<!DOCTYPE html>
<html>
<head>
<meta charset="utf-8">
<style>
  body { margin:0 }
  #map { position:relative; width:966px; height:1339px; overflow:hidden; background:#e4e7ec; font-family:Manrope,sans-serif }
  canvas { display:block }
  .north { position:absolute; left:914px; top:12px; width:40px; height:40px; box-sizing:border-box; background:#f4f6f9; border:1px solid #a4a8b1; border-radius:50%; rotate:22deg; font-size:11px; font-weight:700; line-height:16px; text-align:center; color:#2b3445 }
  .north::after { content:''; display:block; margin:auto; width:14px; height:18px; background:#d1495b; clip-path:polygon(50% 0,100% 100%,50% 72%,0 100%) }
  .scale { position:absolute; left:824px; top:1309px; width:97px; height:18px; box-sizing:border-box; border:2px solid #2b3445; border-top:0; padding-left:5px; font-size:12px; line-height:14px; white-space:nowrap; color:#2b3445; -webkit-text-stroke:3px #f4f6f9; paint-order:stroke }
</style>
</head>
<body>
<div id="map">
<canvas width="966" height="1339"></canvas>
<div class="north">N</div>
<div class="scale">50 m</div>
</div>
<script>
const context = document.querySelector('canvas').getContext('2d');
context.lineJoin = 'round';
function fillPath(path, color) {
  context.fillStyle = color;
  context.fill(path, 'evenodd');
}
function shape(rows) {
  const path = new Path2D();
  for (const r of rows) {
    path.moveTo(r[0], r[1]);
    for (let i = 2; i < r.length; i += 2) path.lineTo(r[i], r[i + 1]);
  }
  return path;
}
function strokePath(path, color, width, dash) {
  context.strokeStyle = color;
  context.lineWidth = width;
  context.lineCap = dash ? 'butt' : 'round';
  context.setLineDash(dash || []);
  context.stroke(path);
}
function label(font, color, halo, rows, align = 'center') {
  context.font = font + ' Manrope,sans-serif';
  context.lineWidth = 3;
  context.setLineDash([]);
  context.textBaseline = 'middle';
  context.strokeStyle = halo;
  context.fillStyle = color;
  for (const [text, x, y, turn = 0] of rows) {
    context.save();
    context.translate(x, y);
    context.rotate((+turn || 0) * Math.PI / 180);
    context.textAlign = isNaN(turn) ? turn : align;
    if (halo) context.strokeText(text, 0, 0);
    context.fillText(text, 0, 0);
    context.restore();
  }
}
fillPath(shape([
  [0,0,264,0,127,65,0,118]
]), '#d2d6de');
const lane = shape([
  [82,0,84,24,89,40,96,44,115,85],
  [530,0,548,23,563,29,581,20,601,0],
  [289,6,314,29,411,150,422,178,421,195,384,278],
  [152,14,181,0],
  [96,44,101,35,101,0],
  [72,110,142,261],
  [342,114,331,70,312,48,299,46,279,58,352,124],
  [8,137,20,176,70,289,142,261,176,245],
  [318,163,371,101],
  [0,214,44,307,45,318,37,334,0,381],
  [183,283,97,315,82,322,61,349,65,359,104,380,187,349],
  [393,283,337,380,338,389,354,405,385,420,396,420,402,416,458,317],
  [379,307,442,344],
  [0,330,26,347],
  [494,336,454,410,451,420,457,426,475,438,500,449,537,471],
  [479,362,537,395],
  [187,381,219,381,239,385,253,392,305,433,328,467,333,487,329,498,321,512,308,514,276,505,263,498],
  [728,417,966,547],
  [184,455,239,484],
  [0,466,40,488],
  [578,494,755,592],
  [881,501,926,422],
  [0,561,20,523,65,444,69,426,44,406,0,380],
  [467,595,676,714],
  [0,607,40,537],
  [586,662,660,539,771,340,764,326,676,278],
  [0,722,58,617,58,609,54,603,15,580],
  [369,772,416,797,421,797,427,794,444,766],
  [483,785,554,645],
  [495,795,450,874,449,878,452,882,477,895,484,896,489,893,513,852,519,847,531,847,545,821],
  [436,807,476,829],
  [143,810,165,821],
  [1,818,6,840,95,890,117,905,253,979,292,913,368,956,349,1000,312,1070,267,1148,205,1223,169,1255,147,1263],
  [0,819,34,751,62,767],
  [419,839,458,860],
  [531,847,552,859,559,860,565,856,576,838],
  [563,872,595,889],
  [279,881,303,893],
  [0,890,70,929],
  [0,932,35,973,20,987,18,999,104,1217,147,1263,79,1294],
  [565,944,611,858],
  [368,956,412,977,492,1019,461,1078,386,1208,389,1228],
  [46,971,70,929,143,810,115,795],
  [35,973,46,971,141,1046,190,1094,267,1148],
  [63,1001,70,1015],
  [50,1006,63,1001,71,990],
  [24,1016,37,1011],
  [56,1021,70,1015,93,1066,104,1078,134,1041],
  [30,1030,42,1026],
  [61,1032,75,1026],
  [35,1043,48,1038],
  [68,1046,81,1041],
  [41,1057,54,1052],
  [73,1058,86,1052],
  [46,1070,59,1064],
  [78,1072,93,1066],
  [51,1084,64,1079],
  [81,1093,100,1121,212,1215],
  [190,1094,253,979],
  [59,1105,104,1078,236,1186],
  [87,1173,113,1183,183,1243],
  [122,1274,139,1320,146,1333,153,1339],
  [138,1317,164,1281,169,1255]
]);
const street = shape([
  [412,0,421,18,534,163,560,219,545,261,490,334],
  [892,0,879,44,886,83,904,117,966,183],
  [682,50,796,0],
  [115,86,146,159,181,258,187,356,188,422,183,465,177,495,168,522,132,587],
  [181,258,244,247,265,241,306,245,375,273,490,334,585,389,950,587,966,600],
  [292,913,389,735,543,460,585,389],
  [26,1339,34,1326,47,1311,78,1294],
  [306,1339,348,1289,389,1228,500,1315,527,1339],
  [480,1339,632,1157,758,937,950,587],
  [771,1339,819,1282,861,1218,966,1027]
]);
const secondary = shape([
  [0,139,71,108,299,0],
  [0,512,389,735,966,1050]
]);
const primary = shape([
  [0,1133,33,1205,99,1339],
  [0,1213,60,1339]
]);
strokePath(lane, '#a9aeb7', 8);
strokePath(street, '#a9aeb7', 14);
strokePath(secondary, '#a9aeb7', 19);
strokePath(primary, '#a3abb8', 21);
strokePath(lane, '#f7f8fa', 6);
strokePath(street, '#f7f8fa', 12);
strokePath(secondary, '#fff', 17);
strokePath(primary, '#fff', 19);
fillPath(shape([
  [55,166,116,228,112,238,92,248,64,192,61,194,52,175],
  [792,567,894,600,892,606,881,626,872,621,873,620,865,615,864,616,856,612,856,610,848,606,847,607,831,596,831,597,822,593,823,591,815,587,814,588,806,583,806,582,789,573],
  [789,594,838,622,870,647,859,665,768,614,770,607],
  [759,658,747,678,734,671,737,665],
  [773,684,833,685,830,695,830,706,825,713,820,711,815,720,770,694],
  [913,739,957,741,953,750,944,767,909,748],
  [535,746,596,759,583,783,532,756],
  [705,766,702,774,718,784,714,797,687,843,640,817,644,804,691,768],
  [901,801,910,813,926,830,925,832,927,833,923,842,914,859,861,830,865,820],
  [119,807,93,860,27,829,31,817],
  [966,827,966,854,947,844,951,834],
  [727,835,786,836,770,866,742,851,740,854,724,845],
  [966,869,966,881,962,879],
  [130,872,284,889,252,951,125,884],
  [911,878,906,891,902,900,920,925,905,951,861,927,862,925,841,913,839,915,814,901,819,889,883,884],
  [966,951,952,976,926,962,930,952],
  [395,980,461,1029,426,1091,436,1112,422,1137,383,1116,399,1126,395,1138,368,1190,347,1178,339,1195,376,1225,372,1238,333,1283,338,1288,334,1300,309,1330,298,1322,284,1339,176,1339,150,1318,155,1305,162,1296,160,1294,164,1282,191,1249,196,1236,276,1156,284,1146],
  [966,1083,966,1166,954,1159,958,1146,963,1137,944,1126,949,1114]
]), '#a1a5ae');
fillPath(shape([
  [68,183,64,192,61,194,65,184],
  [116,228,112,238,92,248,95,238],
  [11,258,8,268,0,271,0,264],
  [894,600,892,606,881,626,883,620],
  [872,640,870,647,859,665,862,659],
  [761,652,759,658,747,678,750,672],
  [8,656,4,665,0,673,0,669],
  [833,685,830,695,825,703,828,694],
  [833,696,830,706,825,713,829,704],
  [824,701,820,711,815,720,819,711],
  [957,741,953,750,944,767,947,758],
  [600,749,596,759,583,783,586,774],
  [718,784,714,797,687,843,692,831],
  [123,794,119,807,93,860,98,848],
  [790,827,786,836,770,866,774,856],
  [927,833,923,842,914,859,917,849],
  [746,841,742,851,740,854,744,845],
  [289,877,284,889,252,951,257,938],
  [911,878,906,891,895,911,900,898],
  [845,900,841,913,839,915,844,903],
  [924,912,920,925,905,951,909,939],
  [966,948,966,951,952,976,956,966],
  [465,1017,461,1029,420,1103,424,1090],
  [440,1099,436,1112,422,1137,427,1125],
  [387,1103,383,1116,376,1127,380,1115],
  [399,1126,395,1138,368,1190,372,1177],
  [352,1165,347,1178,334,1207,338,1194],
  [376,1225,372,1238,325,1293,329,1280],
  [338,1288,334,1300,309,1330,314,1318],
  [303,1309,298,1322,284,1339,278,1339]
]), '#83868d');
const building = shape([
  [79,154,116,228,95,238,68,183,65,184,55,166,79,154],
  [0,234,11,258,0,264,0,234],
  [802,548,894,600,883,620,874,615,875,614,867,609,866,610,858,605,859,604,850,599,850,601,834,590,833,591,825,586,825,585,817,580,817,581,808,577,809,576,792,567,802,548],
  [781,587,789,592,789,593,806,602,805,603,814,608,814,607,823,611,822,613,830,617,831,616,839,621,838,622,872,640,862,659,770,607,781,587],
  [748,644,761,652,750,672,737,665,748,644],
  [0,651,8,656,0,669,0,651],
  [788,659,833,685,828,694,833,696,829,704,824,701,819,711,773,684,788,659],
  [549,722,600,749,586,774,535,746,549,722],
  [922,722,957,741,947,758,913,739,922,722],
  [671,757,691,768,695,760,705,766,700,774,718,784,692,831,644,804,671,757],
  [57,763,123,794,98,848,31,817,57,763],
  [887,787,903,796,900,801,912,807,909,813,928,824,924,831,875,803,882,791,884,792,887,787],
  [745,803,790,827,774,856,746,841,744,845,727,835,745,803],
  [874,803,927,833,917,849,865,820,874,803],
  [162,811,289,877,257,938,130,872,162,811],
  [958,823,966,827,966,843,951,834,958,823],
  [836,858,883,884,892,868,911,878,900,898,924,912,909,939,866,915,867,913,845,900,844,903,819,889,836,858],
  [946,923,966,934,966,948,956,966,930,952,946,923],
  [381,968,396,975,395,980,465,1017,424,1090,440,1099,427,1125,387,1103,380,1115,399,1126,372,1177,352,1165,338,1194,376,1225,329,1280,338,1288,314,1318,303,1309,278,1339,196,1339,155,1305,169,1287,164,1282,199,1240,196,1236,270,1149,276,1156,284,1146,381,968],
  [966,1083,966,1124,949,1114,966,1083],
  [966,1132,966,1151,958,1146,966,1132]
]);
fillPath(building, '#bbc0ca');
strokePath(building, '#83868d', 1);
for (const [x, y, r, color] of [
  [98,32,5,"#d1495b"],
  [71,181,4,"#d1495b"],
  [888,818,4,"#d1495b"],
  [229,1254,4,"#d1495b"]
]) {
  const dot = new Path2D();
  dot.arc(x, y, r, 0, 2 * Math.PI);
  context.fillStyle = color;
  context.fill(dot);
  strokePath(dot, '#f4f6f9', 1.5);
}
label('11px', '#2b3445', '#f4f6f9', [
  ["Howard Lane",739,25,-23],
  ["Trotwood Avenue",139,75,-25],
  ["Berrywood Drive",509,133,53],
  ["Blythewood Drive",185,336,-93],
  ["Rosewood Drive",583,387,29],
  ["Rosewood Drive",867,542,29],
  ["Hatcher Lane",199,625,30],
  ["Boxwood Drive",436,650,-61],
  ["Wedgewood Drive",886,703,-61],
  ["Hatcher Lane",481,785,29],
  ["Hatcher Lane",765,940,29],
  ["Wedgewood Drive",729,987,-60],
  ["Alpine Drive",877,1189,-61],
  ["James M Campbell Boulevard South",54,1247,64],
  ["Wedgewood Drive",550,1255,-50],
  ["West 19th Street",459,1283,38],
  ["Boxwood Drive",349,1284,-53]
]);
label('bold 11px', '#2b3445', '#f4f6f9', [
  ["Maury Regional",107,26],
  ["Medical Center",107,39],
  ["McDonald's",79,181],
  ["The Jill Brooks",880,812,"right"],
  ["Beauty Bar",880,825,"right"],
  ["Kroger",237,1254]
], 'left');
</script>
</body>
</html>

○ ○ ○ ○ ○ ○ ○

*Exercise prompt*. Tally up the lines holding the string "absolute" in this listing, and report the total alone.

*Task output*. 2